You are viewing a plain text version of this content. The canonical link for it is here.
Posted to solr-user@lucene.apache.org by Sohail Aboobaker <sa...@gmail.com> on 2012/11/21 14:13:52 UTC

Inconsistent search results.

Hi,

We have 500k+ documents indexed with many fields. One of the fields is a
simple text filled that is defined as default search field and we copy many
field values into that field.

Some values are composed of two components with a "." as separator. When we
search for the partial terms for such values, we get inconsistent results.
Following are some examples:

Value: KWJ1112.MC2850

we search on MC2850, it returns result.
we search on KWJ1112, no results.

Value: ACW9920.KL1230

we search on ACW9920, gives results.
we search on KL1230, gives results.

The results are inconsistent. Sometimes, it will give results on both sides
of partial search. For others, it would give results on only the last part
of word. The last part search always works.

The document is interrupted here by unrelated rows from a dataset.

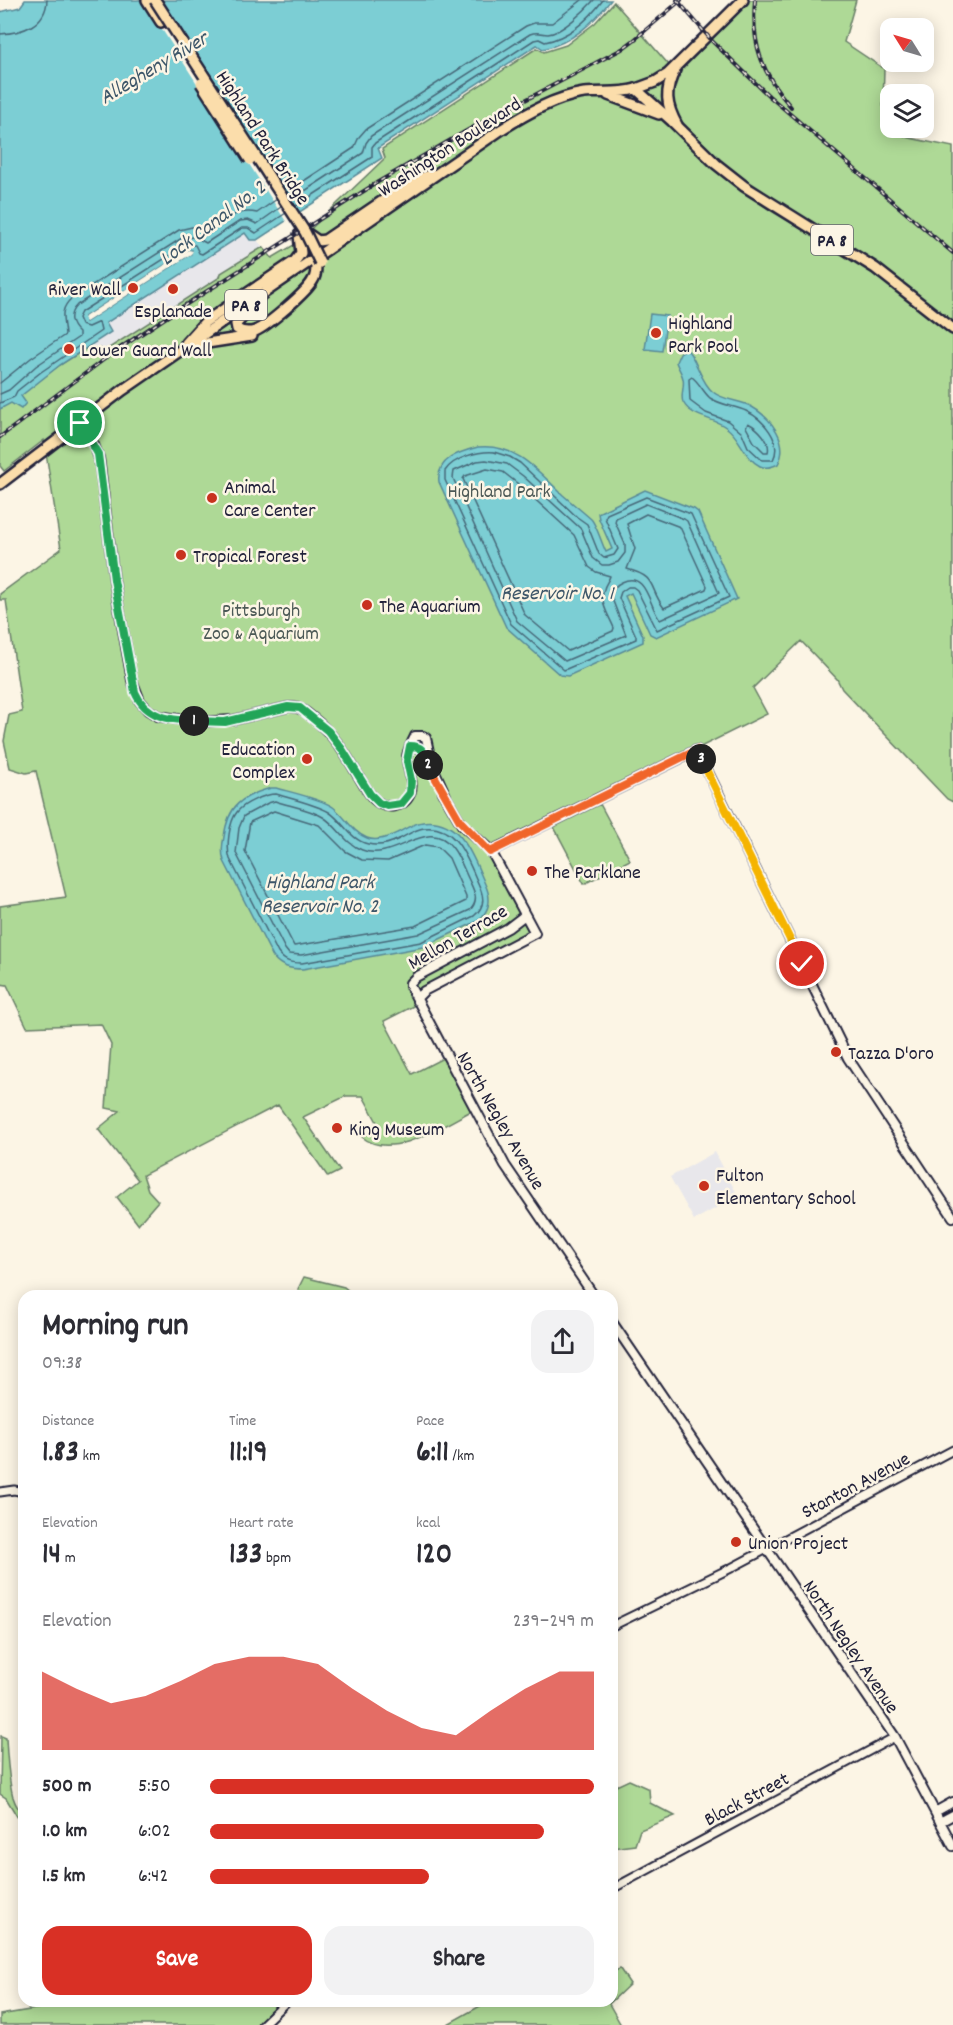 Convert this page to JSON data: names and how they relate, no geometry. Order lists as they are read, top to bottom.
{
  "streets": {
    "main road": [
      "Highland Park Bridge",
      "Washington Boulevard",
      "PA 8",
      "Mellon Terrace",
      "North Negley Avenue"
    ],
    "street": ["Stanton Avenue", "Black Street"]
  },
  "crossings": [
    ["Washington Boulevard", "PA 8"],
    ["Mellon Terrace", "North Negley Avenue"],
    ["North Negley Avenue", "Stanton Avenue"],
    ["North Negley Avenue", "Black Street"]
  ],
  "water": [
    "Allegheny River",
    "Lock Canal No. 2",
    "Reservoir No. 1",
    "Highland Park Reservoir No. 2"
  ],
  "parks": ["Highland Park", "Pittsburgh Zoo & Aquarium"],
  "places": [
    "River Wall",
    "Esplanade",
    "Highland Park Pool",
    "Lower Guard Wall",
    "Animal Care Center",
    "Tropical Forest",
    "The Aquarium",
    "Education Complex",
    "The Parklane",
    "Tazza D'oro",
    "King Museum",
    "Fulton Elementary School",
    "Union Project"
  ],
  "north": "top left",
  "page": {
    "pins": ["1", "3", "2"],
    "heading": ["Morning run", "09:38"],
    "stats": [
      ["Distance", "1.83 km"],
      ["Time", "11:19"],
      ["Pace", "6:11 /km"],
      ["Elevation", "14 m"],
      ["Heart rate", "133 bpm"],
      ["kcal", "120"]
    ],
    "chart": ["Elevation", "239–249 m"],
    "list": [
      {
        "name": "500 m",
        "note": "5:50"
      },
      {
        "name": "1.0 km",
        "note": "6:02"
      },
      {
        "name": "1.5 km",
        "note": "6:42"
      }
    ],
    "buttons": ["Save", "Share"]
  }
}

We are using standard tokenizer as follows:

<fieldType name="text_general" class="solr.TextField"
positionIncrementGap="100"><analyzer type="index"><tokenizer
class="solr.StandardTokenizerFactory"/><filter
class="solr.StopFilterFactory" ignoreCase="true" words="stopwords.txt"
enablePositionIncrements="true"/><!-- in this example, we will only use
synonyms at query time
        <filter class="solr.SynonymFilterFactory"
synonyms="index_synonyms.txt" ignoreCase="true" expand="false"/>
        --><filter
class="solr.LowerCaseFilterFactory"/></analyzer><analyzer
type="query"><tokenizer class="solr.StandardTokenizerFactory"/><filter
class="solr.StopFilterFactory" ignoreCase="true" words="stopwords.txt"
enablePositionIncrements="true"/><filter class="solr.SynonymFilterFactory"
synonyms="synonyms.txt" ignoreCase="true" expand="true"/><filter
class="solr.LowerCaseFilterFactory"/></analyzer></fieldType>

What should we use in order to get consistent results for both sides of
component? Should we be using whitespace with worddelimiterfactory? Some
examples will be helpful.

Thanks

Sohail

Re: Inconsistent search results.

Posted by Sohail Aboobaker <sa...@gmail.com>.
Sorry, a correction. The first part doesn't give results.

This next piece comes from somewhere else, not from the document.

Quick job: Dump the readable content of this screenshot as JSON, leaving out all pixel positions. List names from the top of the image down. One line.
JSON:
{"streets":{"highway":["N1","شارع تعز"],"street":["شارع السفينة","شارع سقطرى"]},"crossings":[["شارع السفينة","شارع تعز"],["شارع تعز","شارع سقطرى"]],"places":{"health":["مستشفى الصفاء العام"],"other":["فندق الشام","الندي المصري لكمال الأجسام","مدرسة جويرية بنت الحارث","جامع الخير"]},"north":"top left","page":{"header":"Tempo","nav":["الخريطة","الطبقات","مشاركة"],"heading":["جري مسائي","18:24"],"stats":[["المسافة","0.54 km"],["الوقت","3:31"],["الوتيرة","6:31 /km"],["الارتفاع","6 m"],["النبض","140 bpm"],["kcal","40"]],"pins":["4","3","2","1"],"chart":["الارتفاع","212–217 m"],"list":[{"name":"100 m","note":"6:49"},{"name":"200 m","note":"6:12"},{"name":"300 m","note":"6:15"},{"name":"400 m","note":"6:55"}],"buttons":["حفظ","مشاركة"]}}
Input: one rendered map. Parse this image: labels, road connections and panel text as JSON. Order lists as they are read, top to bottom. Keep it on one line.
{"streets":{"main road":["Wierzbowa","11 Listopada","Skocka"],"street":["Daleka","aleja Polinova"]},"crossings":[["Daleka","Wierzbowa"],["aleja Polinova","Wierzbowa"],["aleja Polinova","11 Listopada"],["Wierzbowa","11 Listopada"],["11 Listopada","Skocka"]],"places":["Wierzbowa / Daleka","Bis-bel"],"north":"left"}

SA8182B.BA0850  --> Will have issues when searching on SA8182 -- no
results. searching on BA0850 will give results.
SA8182.BA0850  --> No issues will return results for BA0850 and SA8182.

Regards,
Sohail

Re: Inconsistent search results.

Posted by Sohail Aboobaker <sa...@gmail.com>.
Hi,

Thank you for your help. The issue is now resolved after using analysis
tool as suggested by Jack and Chris. We used the following filters in the
end for this field:

      <analyzer>
        <tokenizer class="solr.WhitespaceTokenizerFactory"/>
        <filter class="solr.SynonymFilterFactory" synonyms="synonyms.txt"
ignoreCase="true" expand="false"/>
        <filter class="solr.StopFilterFactory" ignoreCase="true"
words="stopwords_en.txt"/>
        <filter class="solr.WordDelimiterFilterFactory" splitOnNumerics="0"
generateWordParts="1" generateNumberParts="1" catenateWords="1"
catenateNumbers="1" catenateAll="0"/>
        <filter class="solr.LowerCaseFilterFactory"/>
        <filter class="solr.KeywordMarkerFilterFactory"
protected="protwords.txt"/>
        <filter class="solr.EnglishMinimalStemFilterFactory"/>
        <filter class="solr.RemoveDuplicatesTokenFilterFactory"/>
      </analyzer>

WordDelimiterFilterFactory does the trick for splitting tokens into our
words appropriately.

Thanks to everyone for helping.

Regards,
Sohail Aboobaker.

Re: Inconsistent search results.

Posted by Chris Hostetter <ho...@fucit.org>.
: After further analysis it was found that the cases in which the search
: works as expected are where the "." is preceded by a number. Whenever, we
: have an alphabet instead of number, the search on the word on right side
: doesn't return results.

Please note Jack's previous suggestion...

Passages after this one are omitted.